I’m now a semester into my Ph.D. at Brandeis, and after a couple of projects, I’ve now got some thoughts on a suitable research workflow. Note that this is simply what works for me at this time, and may change in the future.
What was worth it
- Experiment management software – Guild.AI
- The TUI for
guild compare
is great, for example
- Scripts with verbose arguments
- Do:
--input
, --output
, --mode
- Don’t:
-i
, -o
, -m
- Use click for creating CLIs
- Coreutils + command line tools like
grep
, sed
, awk
, cut
, paste
, ...
- In particular, the above tools are very, very useful inside little shell scripts
- Infrastructure-as-code is suprisingly worthwhile (e.g.
guild.yml
)
- Symlinking is also very worthwhile
- Create an
experiments
folder that is the sole entry point for data on that experiment
- Inside each experiment folder, simply symlink to data / checkpoints etc.

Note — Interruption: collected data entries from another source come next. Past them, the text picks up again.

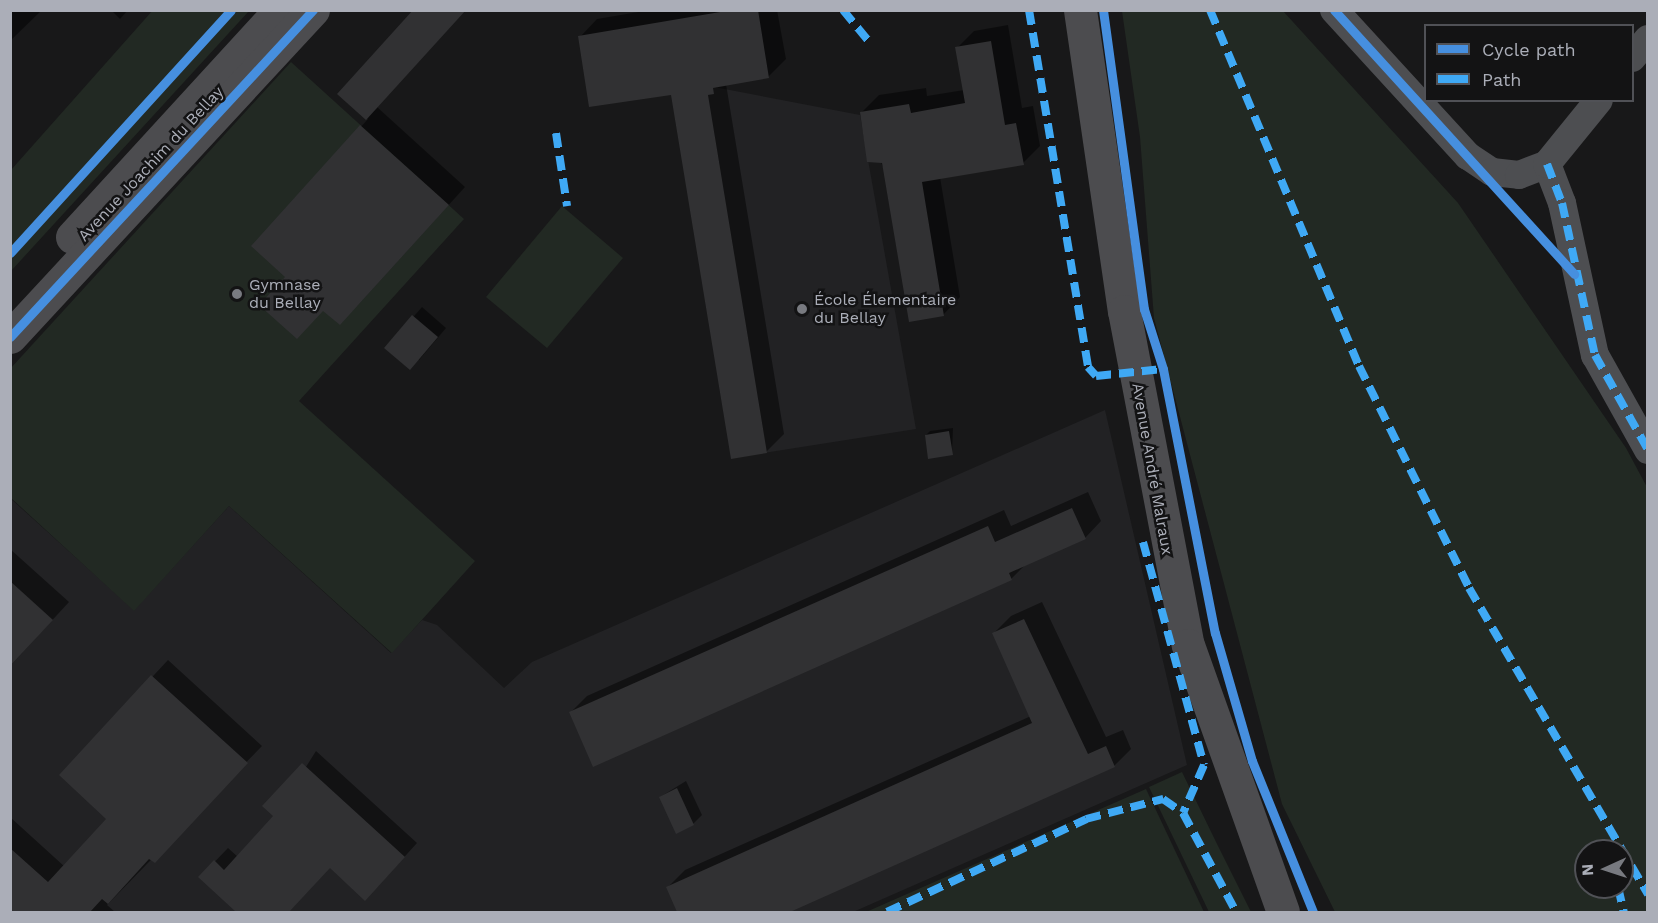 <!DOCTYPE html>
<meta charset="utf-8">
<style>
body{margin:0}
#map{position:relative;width:1658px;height:923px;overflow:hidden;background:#181819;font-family:"Work Sans",sans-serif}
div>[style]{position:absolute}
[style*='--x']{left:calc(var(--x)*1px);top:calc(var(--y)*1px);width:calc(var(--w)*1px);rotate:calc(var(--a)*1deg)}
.built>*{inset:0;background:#222224}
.green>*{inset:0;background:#222923}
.shadow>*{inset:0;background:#0007}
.building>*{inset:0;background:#313133}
.street>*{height:28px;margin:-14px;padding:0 14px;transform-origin:14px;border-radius:14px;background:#4d4e51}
.secondary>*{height:33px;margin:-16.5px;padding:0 16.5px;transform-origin:16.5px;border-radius:16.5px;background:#4c4c4f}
.quiet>*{height:8px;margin-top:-4px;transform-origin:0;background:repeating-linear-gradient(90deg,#3fa9f5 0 15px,transparent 0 23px)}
.cycleway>*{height:9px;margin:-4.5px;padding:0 4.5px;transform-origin:4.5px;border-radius:4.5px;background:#468fdf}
.dots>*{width:16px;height:16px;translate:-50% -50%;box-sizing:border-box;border:3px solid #131314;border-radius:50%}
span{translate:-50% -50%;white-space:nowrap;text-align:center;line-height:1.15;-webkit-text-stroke:5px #131314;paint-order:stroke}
.street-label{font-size:16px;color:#abaeb8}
.poi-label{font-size:16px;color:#abaeb8}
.left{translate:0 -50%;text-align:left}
.frame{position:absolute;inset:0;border:12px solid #abaeb8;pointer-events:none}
.legend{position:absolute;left:1424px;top:24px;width:210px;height:78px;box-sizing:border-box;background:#131314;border:2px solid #505156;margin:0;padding:8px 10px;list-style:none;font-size:18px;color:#abaeb8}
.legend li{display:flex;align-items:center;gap:12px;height:30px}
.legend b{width:30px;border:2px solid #505156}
.north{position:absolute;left:1574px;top:839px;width:60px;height:60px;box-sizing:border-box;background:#131314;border:2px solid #505156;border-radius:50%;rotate:267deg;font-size:16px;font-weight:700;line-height:24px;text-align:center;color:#abaeb8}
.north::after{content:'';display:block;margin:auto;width:21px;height:27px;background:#787a80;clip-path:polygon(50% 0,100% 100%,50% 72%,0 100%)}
</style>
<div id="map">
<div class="built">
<i style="clip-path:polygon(714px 87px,860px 115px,916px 429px,732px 458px,672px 94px)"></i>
<i style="clip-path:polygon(1105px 410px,1187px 765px,853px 912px,11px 912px,10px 498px,134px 610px,229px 506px,391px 653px,422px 620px,437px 625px,504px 688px,532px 662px)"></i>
</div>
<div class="green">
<i style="clip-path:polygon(153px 10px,249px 11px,11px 271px,11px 170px)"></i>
<i style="clip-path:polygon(evenodd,1122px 11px,1283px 11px,1458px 203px,1626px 448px,1648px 489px,1647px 912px,1335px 912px,1282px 804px,1154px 318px,1140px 137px,1122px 11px,1586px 851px,1622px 851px,1622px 887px,1586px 887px,1586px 851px)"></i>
<i style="clip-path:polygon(291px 62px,464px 219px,299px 401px,475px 561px,392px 653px,229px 506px,134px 611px,11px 498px,10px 369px)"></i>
<i style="clip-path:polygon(562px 206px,623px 258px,547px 348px,486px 297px)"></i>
<i style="clip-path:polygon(1182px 772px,1217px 844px,1251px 912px,1209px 912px,1149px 787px)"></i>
<i style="clip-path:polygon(1146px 789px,1204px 912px,866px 912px)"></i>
</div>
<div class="shadow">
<i style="clip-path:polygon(10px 10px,42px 10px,10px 41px)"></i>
<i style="clip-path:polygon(111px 10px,128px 10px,120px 19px)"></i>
<i style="clip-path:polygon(650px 10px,777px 10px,786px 59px,768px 77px,726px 84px,784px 434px,766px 452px,672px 93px,580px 37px,597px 19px)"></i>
<i style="clip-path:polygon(1008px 25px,1022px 108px,1033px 106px,1040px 146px,1023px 163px,940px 177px,960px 297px,943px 315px,861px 113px,879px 95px,926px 88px,927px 96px,964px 90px,957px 48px,974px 31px)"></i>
<i style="clip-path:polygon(340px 93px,377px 107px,465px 187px,357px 306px,287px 277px,253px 245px,368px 119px)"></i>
<i style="clip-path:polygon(422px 307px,446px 328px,419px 360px,386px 348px)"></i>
<i style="clip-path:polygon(953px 428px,952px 453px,926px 435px,930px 431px)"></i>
<i style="clip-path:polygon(1088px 492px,1101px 521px,1085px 538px,1026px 564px,1011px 579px,570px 713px,587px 696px,1004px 510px,1011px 526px)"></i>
<i style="clip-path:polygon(10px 549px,69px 602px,10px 666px)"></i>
<i style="clip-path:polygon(1042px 602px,1106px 737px,1123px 730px,1131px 749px,1114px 766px,786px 912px,679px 912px,668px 887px,685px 870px,1031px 716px,994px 633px,1011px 616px)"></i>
<i style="clip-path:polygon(168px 660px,262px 746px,107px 905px,115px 912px,10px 912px,10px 817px,65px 867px,108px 819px,61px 775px)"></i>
<i style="clip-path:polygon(316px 751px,417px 843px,378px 886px,330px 867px,288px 912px,238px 912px,200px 877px,228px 848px,238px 857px,275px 816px)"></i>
<i style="clip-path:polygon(686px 781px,702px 815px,693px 824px,660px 797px)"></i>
</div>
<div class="building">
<i style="clip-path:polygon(413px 10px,466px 10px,366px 120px,337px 94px)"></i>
<i style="clip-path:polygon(732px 10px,758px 10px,769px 78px,713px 88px,714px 94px,708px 95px,767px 453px,731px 459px,671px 95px,589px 107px,578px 36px)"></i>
<i style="clip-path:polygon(991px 41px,1005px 125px,1016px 123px,1024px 165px,922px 182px,944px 316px,909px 322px,882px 163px,867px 162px,860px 112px,909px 104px,911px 113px,965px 103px,955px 47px)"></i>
<i style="clip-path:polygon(360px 125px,449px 205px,340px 325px,323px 311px,297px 339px,259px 305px,285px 277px,251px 246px)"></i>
<i style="clip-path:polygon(412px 315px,438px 337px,410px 370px,384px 348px)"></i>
<i style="clip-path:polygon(949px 431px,953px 455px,928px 459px,925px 435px)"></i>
<i style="clip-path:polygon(1072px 508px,1086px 539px,1009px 573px,1012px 580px,593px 767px,569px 712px,988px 526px,995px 542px)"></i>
<i style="clip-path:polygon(10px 581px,53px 620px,10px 666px)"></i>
<i style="clip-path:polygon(1024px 619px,1088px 754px,1106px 746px,1115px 767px,790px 912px,677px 912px,666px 887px,1032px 723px,992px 633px)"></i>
<i style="clip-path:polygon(151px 675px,248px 763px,155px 863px,149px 859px,108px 904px,102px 899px,90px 912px,10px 912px,10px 848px,48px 882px,106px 819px,59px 775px)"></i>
<i style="clip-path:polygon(302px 763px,405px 857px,365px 901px,330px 868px,289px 912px,236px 912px,198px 877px,214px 860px,224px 870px,273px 816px,262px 806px)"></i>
<i style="clip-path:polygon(677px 788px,694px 825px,676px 834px,659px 797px)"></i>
</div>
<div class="street">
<i style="--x:1334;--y:10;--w:198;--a:47.5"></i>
<i style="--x:1468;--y:156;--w:29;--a:34"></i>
<i style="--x:1492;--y:172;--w:27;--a:6"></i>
<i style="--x:1519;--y:175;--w:30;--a:-21"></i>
<i style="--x:1632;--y:58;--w:25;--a:-50"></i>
<i style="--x:1547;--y:164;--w:42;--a:69"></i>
<i style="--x:1562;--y:203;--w:156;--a:77.8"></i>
<i style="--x:1595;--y:355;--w:109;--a:60.8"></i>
<i style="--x:1547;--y:164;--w:82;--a:-50.9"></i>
</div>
<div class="secondary">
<i style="--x:1080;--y:10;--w:304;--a:81.7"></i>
<i style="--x:1124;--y:311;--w:340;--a:79.2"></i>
<i style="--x:1188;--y:645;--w:283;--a:70.4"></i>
<i style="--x:72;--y:237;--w:308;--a:-47.5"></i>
<i style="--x:10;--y:337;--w:446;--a:-47.2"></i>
</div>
<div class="quiet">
<i style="--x:843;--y:10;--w:44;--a:50.5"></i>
<i style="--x:1029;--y:10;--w:362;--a:80.6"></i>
<i style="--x:1088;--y:367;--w:12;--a:48"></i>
<i style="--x:1096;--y:376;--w:67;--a:-6"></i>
<i style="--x:1210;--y:10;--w:386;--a:67.3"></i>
<i style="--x:1359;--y:366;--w:248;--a:63.6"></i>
<i style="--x:1469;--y:588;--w:355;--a:59.7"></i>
<i style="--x:556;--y:133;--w:74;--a:81.4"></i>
<i style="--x:1547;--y:164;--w:42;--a:69"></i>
<i style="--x:1562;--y:203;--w:156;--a:77.8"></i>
<i style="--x:1595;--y:355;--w:109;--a:60.8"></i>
<i style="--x:1143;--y:542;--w:231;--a:74.7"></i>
<i style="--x:1204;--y:765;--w:52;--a:113.6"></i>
<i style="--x:1618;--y:887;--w:26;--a:77"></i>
<i style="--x:887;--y:912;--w:220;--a:-25"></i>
<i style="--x:1086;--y:819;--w:80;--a:-14.6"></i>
<i style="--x:1163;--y:799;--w:24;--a:35"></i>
<i style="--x:1183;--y:813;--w:112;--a:61.8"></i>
</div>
<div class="cycleway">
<i style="--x:1103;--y:10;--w:302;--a:82.2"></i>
<i style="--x:1144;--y:309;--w:63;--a:72.4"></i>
<i style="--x:1163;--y:369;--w:269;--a:78.9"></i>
<i style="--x:1215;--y:633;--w:133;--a:73.9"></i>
<i style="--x:1252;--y:761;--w:163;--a:68"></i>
<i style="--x:1334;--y:10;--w:357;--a:47.7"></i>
<i style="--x:10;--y:253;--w:328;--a:-47.7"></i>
<i style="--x:10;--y:337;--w:446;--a:-47.2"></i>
</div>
<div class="dots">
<i style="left:237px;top:294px;background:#787a80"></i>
<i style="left:802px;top:309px;background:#787a80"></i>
</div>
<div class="street-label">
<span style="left:151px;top:164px;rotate:-47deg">Avenue Joachim du Bellay</span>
<span style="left:1152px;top:469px;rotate:80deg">Avenue André Malraux</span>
</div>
<div class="poi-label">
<span class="left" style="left:249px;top:294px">Gymnase<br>du Bellay</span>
<span class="left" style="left:814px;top:309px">École Élementaire<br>du Bellay</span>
</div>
<div class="frame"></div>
<ul class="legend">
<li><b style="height:8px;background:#468fdf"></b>Cycle path</li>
<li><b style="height:8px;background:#3fa9f5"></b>Path</li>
</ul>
<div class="north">N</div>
</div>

- This way, any script only needs to navigate to the folder of that particular experiment
What I never found the use case for
- A lot of examples seem to have train & evaluation done in the same script
- This is often not true when you train with one metric & evaluate using another.
- Case in point: evaluating MT / seq2seq outputs decoded using beam search
- I also haven’t yet felt the need for
cookiecutter
or similar tools that produce boilerplate code.